» To do: Starting with the line that contains "translate:-50% -50%; white-space:nowrap;" and stopping after the line that contains "position:absolute; left:2076px; top:1414px;", copy the entries below exactly. Include nothing else.

» Extracted material:
▼▼▼
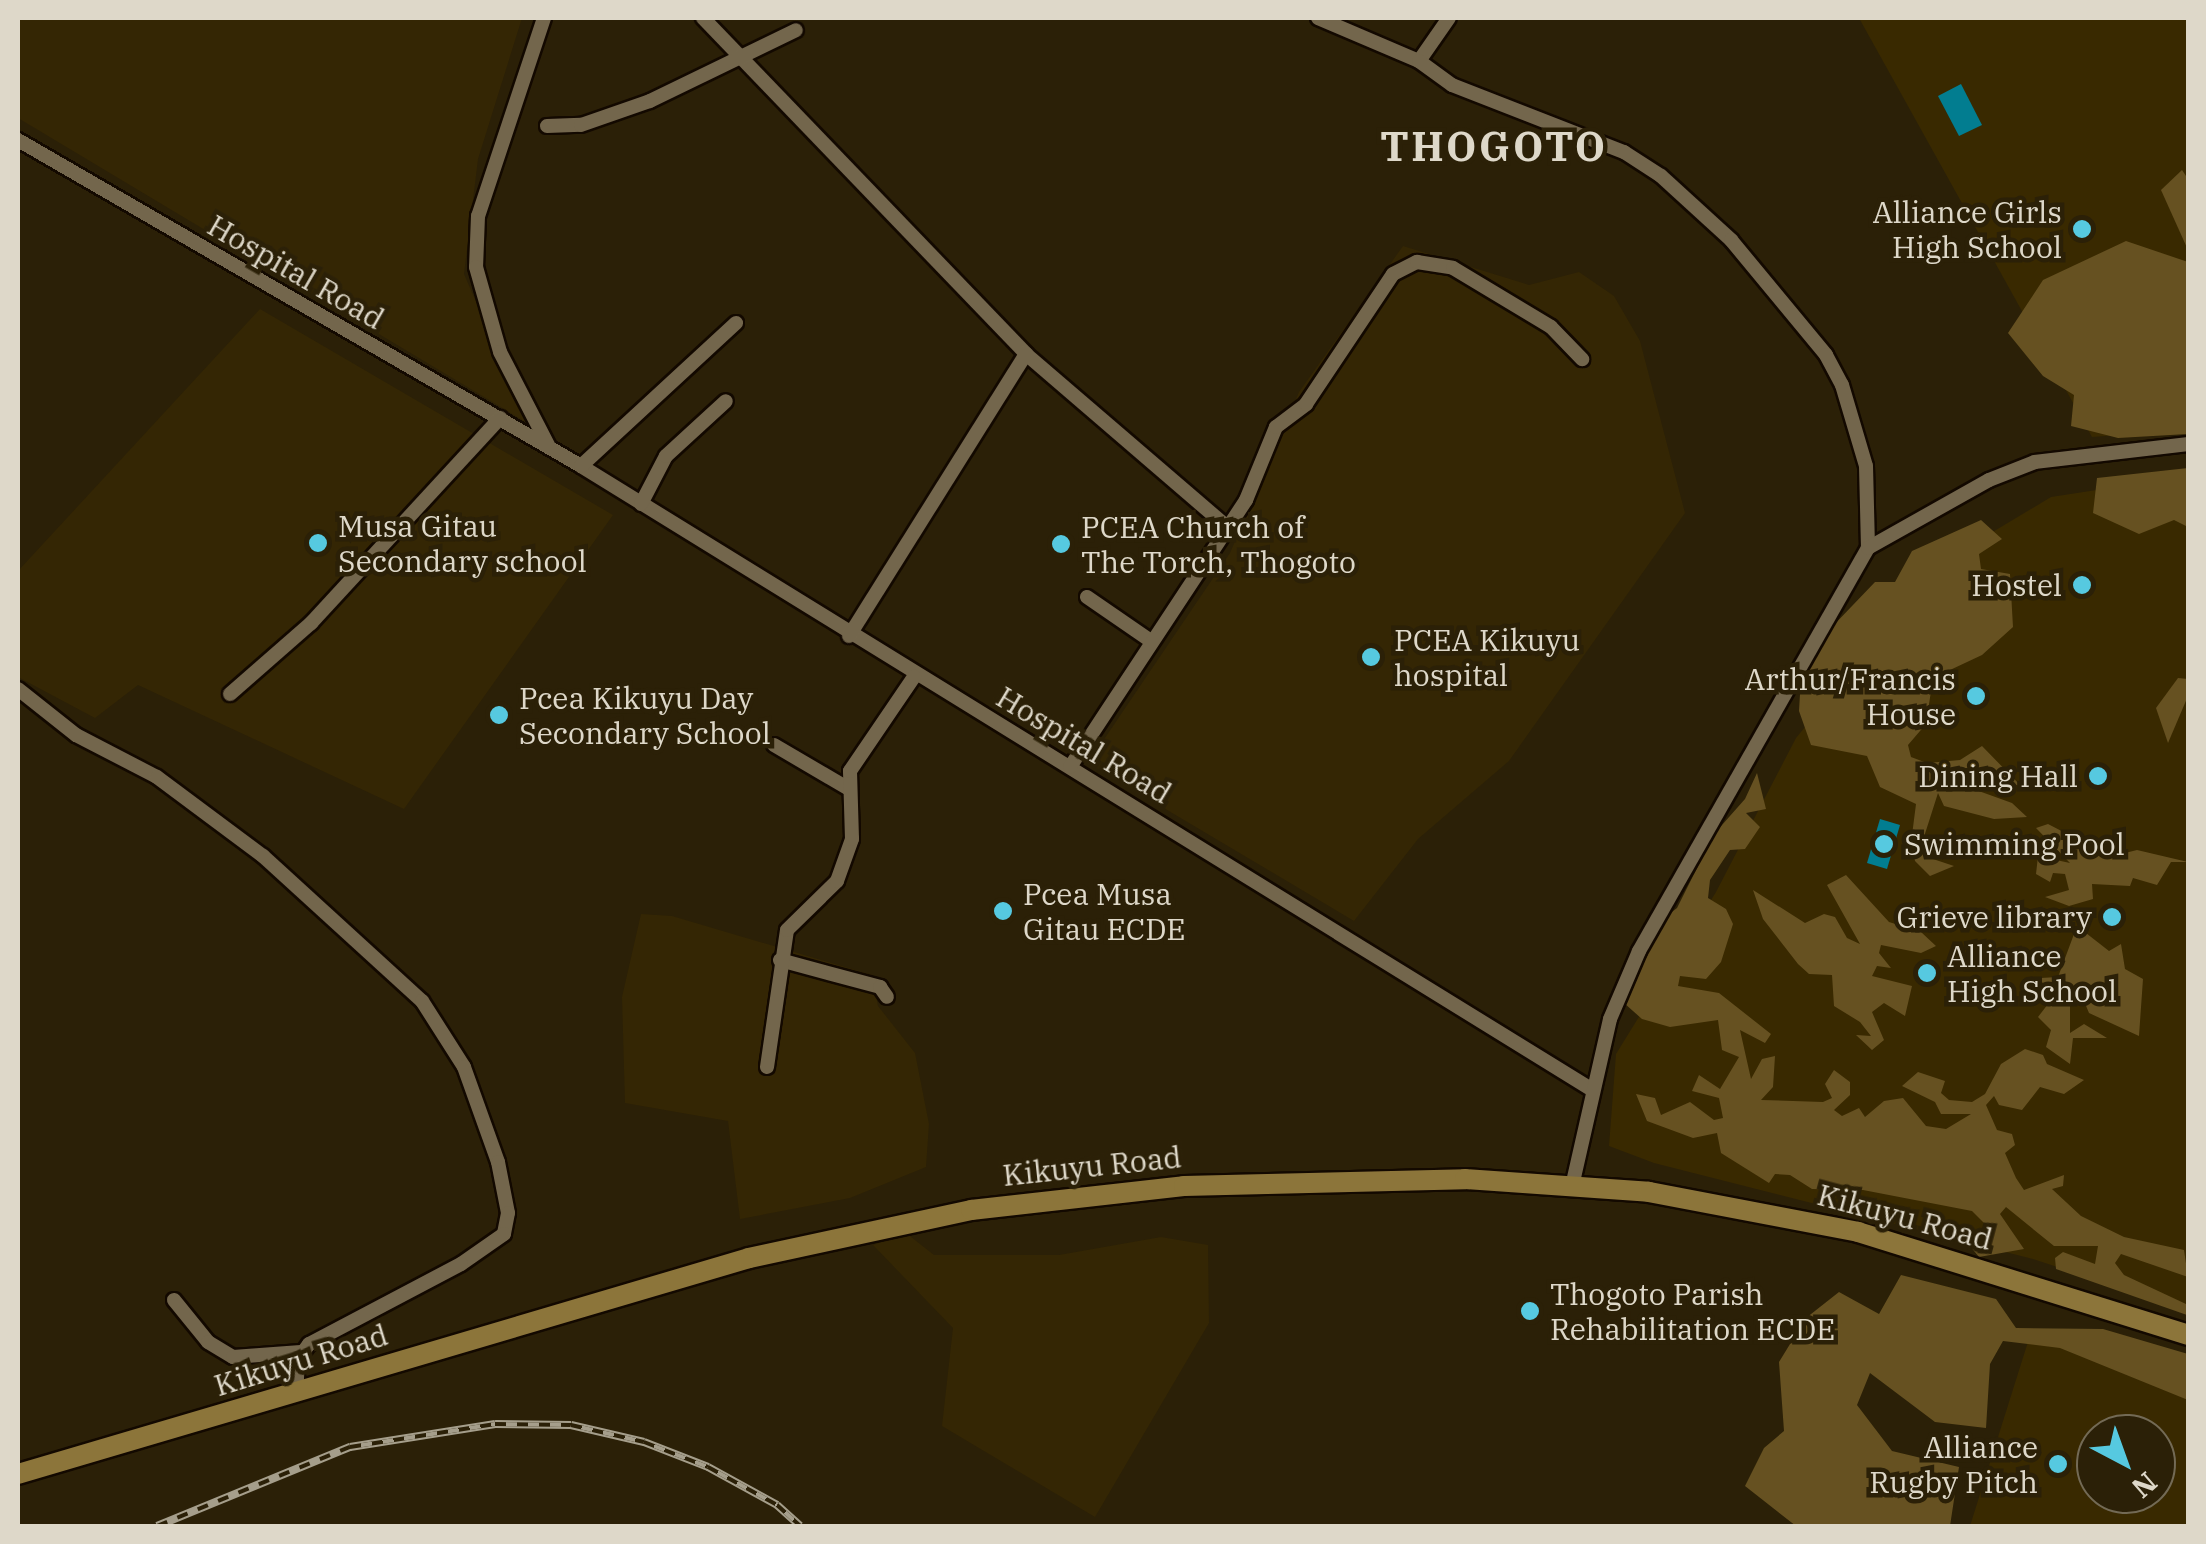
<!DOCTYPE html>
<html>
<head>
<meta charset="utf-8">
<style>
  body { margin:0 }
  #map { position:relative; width:2206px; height:1544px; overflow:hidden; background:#2b2007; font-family:"IBM Plex Serif",serif }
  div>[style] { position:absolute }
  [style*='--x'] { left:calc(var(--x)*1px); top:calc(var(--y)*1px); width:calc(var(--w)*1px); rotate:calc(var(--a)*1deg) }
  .built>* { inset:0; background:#342604 }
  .green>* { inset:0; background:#392900 }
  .forest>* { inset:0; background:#665121 }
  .water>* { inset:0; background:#027d90 }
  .roads { filter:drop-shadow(2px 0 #130900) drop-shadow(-2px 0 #130900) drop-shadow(0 2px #130900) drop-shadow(0 -2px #130900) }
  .street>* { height:14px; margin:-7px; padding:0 7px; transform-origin:7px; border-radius:7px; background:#73664c }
  .secondary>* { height:20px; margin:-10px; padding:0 10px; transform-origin:10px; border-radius:10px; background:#8c753a }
  .rail>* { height:8px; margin-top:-4px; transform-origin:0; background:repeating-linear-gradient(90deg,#2b2007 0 11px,#a59e8b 0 22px); box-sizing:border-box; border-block:2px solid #a59e8b }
  .dots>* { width:28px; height:28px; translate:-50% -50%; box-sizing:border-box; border:5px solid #2b2007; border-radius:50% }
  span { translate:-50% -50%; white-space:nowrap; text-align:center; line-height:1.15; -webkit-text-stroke:9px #2b2007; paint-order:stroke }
  .poi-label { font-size:30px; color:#ded8c9 }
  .right { translate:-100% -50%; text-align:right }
  .left { translate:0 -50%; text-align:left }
  .street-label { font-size:30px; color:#ded8c9 }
  .district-label { font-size:40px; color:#ded8c9; font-weight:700; letter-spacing:2.5px }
  .frame { position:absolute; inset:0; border:20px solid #ded8c9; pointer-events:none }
  .north { position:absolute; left:2076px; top:1414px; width:100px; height:100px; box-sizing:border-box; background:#2b2007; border:2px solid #736a55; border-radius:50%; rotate:139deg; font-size:28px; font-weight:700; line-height:40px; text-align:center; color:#ded8c9 }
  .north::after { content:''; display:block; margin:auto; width:35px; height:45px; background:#56c9e0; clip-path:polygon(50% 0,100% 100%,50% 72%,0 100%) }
</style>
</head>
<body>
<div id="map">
  <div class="built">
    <div style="clip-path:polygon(18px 18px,522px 18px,478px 159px,464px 274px,529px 424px,18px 118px)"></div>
    <div style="clip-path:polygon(1403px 246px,1529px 285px,1579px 272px,1614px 296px,1640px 341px,1685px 513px,1509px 761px,1418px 839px,1354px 921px,1088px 763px,1230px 553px,1299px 392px)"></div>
    <div style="clip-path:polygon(260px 309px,613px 515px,404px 809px,138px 685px,95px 718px,18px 677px,18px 571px)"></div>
    <div style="clip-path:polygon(641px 914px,672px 916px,872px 975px,878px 1006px,915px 1053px,929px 1124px,926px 1167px,850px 1198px,740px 1219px,728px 1121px,625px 1103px,622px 997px)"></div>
    <div style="clip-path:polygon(906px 1233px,934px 1255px,1059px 1255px,1161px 1237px,1208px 1245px,1209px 1323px,1095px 1517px,942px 1426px,953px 1328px,873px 1245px)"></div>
  </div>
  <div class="green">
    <div style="clip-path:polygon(1859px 18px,2188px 18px,2188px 430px,2092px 437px)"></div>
    <div style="clip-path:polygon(2188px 476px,2188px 1310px,2033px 1259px,1654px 1163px,1609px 1146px,1616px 1054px,1716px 892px,1796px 738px,1891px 622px,1966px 548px,2051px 497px)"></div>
    <div style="clip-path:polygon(evenodd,2032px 1329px,2188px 1380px,2188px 1526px,1970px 1526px,2032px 1329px,2096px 1434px,2156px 1434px,2156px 1494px,2096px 1494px,2096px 1434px)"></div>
  </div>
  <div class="forest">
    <div style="clip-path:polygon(2182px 170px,2188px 179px,2188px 250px,2161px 190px)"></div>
    <div style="clip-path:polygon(2126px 241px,2188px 262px,2188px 434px,2118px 438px,2071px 426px,2074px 395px,2043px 376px,2008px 333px,2043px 280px)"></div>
    <div style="clip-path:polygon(2188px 468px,2188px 527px,2174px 520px,2139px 534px,2093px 513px,2097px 478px)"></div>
    <div style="clip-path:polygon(1981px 520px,2002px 539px,1979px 554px,1981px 569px,2010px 574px,2013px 627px,1982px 655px,1933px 678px,1926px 724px,1908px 745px,1911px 757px,1927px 763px,1960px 760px,1982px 746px,2022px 787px,1969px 767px,1951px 781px,2012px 803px,2027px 817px,1994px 819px,1944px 806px,1938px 793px,1923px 840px,1927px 857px,1954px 866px,1930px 876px,1915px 861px,1911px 843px,1916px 804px,1880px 787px,1867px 756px,1811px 745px,1799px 711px,1801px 677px,1829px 630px,1875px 582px,1895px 582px,1912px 551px)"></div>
    <div style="clip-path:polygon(2178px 678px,2188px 679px,2188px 696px,2168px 743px,2156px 708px)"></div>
    <div style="clip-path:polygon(1757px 773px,1766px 809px,1746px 813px,1760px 827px,1745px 849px,1730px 850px,1710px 880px,1708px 898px,1726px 909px,1733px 924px,1721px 962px,1706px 979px,1680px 976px,1678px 986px,1719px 993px,1771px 1034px,1765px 1043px,1740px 1030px,1751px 1079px,1762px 1059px,1775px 1056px,1773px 1087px,1761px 1100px,1823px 1102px,1832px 1098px,1825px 1084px,1834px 1070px,1850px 1082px,1850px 1095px,1834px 1110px,1842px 1116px,1859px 1108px,1865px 1117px,1884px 1101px,1903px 1098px,1926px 1126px,1946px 1129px,1971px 1114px,1941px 1114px,1935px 1102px,1902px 1086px,1918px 1072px,1945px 1081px,1941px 1093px,1949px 1100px,1972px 1102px,1985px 1094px,2001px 1064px,2025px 1049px,2043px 1055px,2047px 1064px,2084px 1080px,2064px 1094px,2040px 1087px,2022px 1110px,1999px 1105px,1994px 1096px,1986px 1105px,1997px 1130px,2012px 1134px,2015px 1145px,2005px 1153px,2016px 1178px,2024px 1190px,2064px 1175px,2063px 1186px,2052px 1189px,2081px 1216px,2124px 1237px,2184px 1250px,2188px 1277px,2121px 1254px,2115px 1263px,2124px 1275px,2186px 1304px,2187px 1315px,2056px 1269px,2055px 1258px,2063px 1252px,2095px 1264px,2098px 1246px,2054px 1246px,2006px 1207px,2000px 1214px,2024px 1249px,1979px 1257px,1961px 1235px,1991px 1244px,1992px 1231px,1972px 1211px,1863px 1190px,1812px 1189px,1790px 1175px,1775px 1174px,1769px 1183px,1721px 1153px,1717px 1133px,1693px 1138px,1647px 1121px,1636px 1094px,1655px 1098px,1661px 1115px,1690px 1102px,1714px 1120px,1723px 1118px,1719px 1098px,1692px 1091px,1699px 1075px,1720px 1089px,1739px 1057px,1722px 1050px,1718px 1020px,1670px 1027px,1642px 1019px,1624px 1003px,1664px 918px,1677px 908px,1714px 834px,1745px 799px)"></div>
    <div style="clip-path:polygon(2048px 824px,2075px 838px,2115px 843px,2121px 854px,2137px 850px,2188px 862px,2171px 862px,2157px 885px,2133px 878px,2130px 886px,2092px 884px,2093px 899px,2069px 906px,2045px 897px,2069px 890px,2065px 874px,2053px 873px,2050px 882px,2036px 874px,2038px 856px,2070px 863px,2036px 828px)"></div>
    <div style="clip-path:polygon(1846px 875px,1889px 922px,1921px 932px,1936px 946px,1921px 953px,1881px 945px,1879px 953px,1891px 968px,1877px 966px,1872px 976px,1912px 986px,1905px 1016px,1884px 1003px,1872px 1012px,1884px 1040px,1872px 1050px,1856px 1035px,1871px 1036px,1860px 1022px,1834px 1006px,1832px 975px,1809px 974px,1798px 964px,1763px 919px,1753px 890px,1805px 923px,1824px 914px,1835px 917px,1847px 938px,1860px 944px,1827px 885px)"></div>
    <div style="clip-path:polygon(2077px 926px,2109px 951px,2121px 944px,2125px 969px,2143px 979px,2139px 1036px,2089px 1013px,2084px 1001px,2070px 995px,2070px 1033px,2084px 1024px,2107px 1038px,2073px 1038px,2070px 1064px,2046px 1047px,2051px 1030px,2038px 1017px,2048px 1004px,2063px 1004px,2041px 981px,2022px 979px,2058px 977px)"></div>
    <div style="clip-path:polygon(1901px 1275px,1996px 1299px,2016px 1328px,2103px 1329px,2188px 1354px,2188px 1400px,2060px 1348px,2003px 1341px,1990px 1364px,1986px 1428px,1935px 1422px,1870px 1373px,1857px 1405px,1892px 1451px,1959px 1467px,1950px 1526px,1796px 1526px,1745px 1486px,1764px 1448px,1784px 1431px,1779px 1362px,1806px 1318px,1839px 1292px,1879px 1314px)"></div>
  </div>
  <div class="water">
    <div style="clip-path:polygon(1961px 84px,1982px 125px,1959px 136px,1938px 96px)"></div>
    <div style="clip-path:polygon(1880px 819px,1900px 825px,1887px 869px,1867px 863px)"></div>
  </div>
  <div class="roads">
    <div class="street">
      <div style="--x:544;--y:18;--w:209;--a:108.4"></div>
      <div style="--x:478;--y:216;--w:51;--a:92.2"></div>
      <div style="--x:476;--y:267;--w:88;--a:74.2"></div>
      <div style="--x:500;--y:352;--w:107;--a:62.7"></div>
      <div style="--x:703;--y:18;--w:466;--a:46.1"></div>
      <div style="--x:1026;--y:354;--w:267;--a:40.7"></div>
      <div style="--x:1318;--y:18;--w:110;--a:23.1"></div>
      <div style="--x:1419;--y:61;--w:52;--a:-55.1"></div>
      <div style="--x:1419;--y:61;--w:41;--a:36"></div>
      <div style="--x:1452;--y:85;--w:185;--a:21.3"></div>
      <div style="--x:1624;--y:152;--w:44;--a:33"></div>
      <div style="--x:1661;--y:176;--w:95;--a:42.4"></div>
      <div style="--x:1731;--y:240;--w:149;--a:50.4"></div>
      <div style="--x:1826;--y:355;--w:34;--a:62"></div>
      <div style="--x:1842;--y:385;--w:84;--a:73.5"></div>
      <div style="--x:1866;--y:466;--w:82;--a:88.6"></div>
      <div style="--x:547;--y:126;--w:34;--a:-2"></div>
      <div style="--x:581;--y:125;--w:73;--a:-19.2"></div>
      <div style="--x:650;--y:101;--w:162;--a:-25.9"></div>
      <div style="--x:18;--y:140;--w:651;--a:30.07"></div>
      <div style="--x:581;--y:466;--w:1187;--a:31.67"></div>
      <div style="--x:581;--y:466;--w:211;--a:-42.7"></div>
      <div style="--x:641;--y:504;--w:54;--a:-62.5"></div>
      <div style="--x:666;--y:456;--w:81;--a:-42.5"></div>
      <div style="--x:1087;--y:597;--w:78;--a:34.5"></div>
      <div style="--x:849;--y:636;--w:333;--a:-57.9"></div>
      <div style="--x:18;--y:689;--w:74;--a:38.4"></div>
      <div style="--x:76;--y:735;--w:91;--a:27.4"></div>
      <div style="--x:157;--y:777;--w:132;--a:36.7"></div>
      <div style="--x:263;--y:856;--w:215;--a:42.4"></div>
      <div style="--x:422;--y:1001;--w:78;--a:57.5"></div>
      <div style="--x:464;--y:1067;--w:101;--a:70.3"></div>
      <div style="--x:498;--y:1162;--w:52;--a:78.9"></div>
      <div style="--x:508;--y:1213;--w:21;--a:101"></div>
      <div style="--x:504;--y:1234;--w:52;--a:145.1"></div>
      <div style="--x:461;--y:1264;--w:172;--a:152.2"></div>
      <div style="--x:309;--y:1344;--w:19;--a:126"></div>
      <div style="--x:298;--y:1359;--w:35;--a:93"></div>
      <div style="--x:230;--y:694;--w:108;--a:-41.2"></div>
      <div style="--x:311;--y:623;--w:279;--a:-47.3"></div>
      <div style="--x:774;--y:745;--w:87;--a:30.4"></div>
      <div style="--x:1070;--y:767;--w:320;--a:-56.6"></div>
      <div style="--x:1246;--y:500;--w:79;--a:-67.7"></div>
      <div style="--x:1276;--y:427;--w:38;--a:-37"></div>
      <div style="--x:1306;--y:404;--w:156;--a:-56.2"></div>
      <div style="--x:1393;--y:274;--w:27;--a:-27"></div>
      <div style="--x:1417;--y:262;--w:36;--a:9"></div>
      <div style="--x:1453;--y:268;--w:114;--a:31"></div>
      <div style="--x:1551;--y:327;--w:45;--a:45.9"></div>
      <div style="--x:780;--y:960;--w:104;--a:15.1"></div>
      <div style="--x:880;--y:987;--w:12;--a:55"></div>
      <div style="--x:767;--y:1067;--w:138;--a:-81.7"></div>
      <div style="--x:787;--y:930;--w:70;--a:-44.4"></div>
      <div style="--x:837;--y:881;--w:45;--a:-70.3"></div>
      <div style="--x:852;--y:839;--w:68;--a:-91.7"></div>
      <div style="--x:850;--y:771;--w:114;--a:-55.8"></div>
      <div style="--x:1573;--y:1182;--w:167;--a:-77.2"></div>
      <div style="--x:1610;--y:1019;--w:74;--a:-66.9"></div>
      <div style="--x:1639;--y:951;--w:464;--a:-60.4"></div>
      <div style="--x:1868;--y:548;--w:139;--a:-29.3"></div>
      <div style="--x:1989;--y:480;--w:49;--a:-21.4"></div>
      <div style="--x:2035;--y:462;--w:154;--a:-6.7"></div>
      <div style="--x:174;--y:1300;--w:54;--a:51"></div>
      <div style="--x:208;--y:1342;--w:29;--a:31"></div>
      <div style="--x:233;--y:1357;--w:68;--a:-4.2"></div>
    </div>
    <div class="secondary">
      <div style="--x:18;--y:1474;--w:762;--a:-16.46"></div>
      <div style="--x:749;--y:1258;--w:227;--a:-12.2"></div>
      <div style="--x:971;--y:1210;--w:214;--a:-6.4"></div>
      <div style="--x:1184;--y:1186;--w:281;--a:-1.4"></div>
      <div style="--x:1465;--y:1179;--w:184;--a:4"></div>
      <div style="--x:1649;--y:1192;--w:213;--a:10.8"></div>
      <div style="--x:1858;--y:1232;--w:346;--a:17.3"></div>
    </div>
  </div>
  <div class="rail">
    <div style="--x:157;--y:1526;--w:209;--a:-22.3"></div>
    <div style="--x:350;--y:1447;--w:147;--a:-9"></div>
    <div style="--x:495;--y:1424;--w:76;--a:0.8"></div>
    <div style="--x:571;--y:1425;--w:75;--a:13.1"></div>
    <div style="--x:644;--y:1442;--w:69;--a:21.3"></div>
    <div style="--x:708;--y:1467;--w:79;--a:28.8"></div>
    <div style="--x:777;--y:1505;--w:31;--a:42"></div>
  </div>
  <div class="dots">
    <div style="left:2082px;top:229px;background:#56c9e0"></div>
    <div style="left:318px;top:543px;background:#56c9e0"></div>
    <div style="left:1061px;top:544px;background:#56c9e0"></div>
    <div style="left:2082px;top:585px;background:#56c9e0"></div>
    <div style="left:1371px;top:657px;background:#56c9e0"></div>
    <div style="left:1976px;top:696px;background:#56c9e0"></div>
    <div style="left:499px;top:715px;background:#56c9e0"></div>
    <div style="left:2098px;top:776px;background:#56c9e0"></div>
    <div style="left:1884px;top:844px;background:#56c9e0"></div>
    <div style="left:1003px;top:911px;background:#56c9e0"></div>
    <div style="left:2112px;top:917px;background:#56c9e0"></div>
    <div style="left:1927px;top:973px;background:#56c9e0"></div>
    <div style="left:1530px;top:1311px;background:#56c9e0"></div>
    <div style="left:2058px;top:1464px;background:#56c9e0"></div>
  </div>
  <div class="poi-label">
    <span class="right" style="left:2062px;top:229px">Alliance Girls<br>High School</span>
    <span class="left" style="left:338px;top:543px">Musa Gitau<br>Secondary school</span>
    <span class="left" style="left:1081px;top:544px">PCEA Church of<br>The Torch, Thogoto</span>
    <span class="right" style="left:2062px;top:585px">Hostel</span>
    <span class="left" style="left:1394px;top:657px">PCEA Kikuyu<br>hospital</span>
    <span class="right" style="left:1956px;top:696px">Arthur/Francis<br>House</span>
    <span class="left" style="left:519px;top:715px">Pcea Kikuyu Day<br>Secondary School</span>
    <span class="right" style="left:2078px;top:776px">Dining Hall</span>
    <span class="left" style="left:1904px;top:844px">Swimming Pool</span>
    <span class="left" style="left:1023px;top:911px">Pcea Musa<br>Gitau ECDE</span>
    <span class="right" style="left:2092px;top:917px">Grieve library</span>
    <span class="left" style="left:1947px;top:973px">Alliance<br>High School</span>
    <span class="left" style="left:1550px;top:1311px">Thogoto Parish<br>Rehabilitation ECDE</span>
    <span class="right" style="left:2038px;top:1464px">Alliance<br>Rugby Pitch</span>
  </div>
  <div class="street-label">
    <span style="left:296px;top:272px;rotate:30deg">Hospital Road</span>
    <span style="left:1084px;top:745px;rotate:31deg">Hospital Road</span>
    <span style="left:1092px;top:1166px;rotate:-6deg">Kikuyu Road</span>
    <span style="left:1905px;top:1217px;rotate:15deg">Kikuyu Road</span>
    <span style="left:301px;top:1360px;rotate:-17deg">Kikuyu Road</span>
  </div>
  <div class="district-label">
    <span style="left:1494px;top:146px">THOGOTO</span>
  </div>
  <div class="frame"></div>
  <div class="north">N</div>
</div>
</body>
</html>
▲▲▲
» Result:
  span { translate:-50% -50%; white-space:nowrap; text-align:center; line-height:1.15; -webkit-text-stroke:9px #2b2007; paint-order:stroke }
  .poi-label { font-size:30px; color:#ded8c9 }
  .right { translate:-100% -50%; text-align:right }
  .left { translate:0 -50%; text-align:left }
  .street-label { font-size:30px; color:#ded8c9 }
  .district-label { font-size:40px; color:#ded8c9; font-weight:700; letter-spacing:2.5px }
  .frame { position:absolute; inset:0; border:20px solid #ded8c9; pointer-events:none }
  .north { position:absolute; left:2076px; top:1414px; width:100px; height:100px; box-sizing:border-box; background:#2b2007; border:2px solid #736a55; border-radius:50%; rotate:139deg; font-size:28px; font-weight:700; line-height:40px; text-align:center; color:#ded8c9 }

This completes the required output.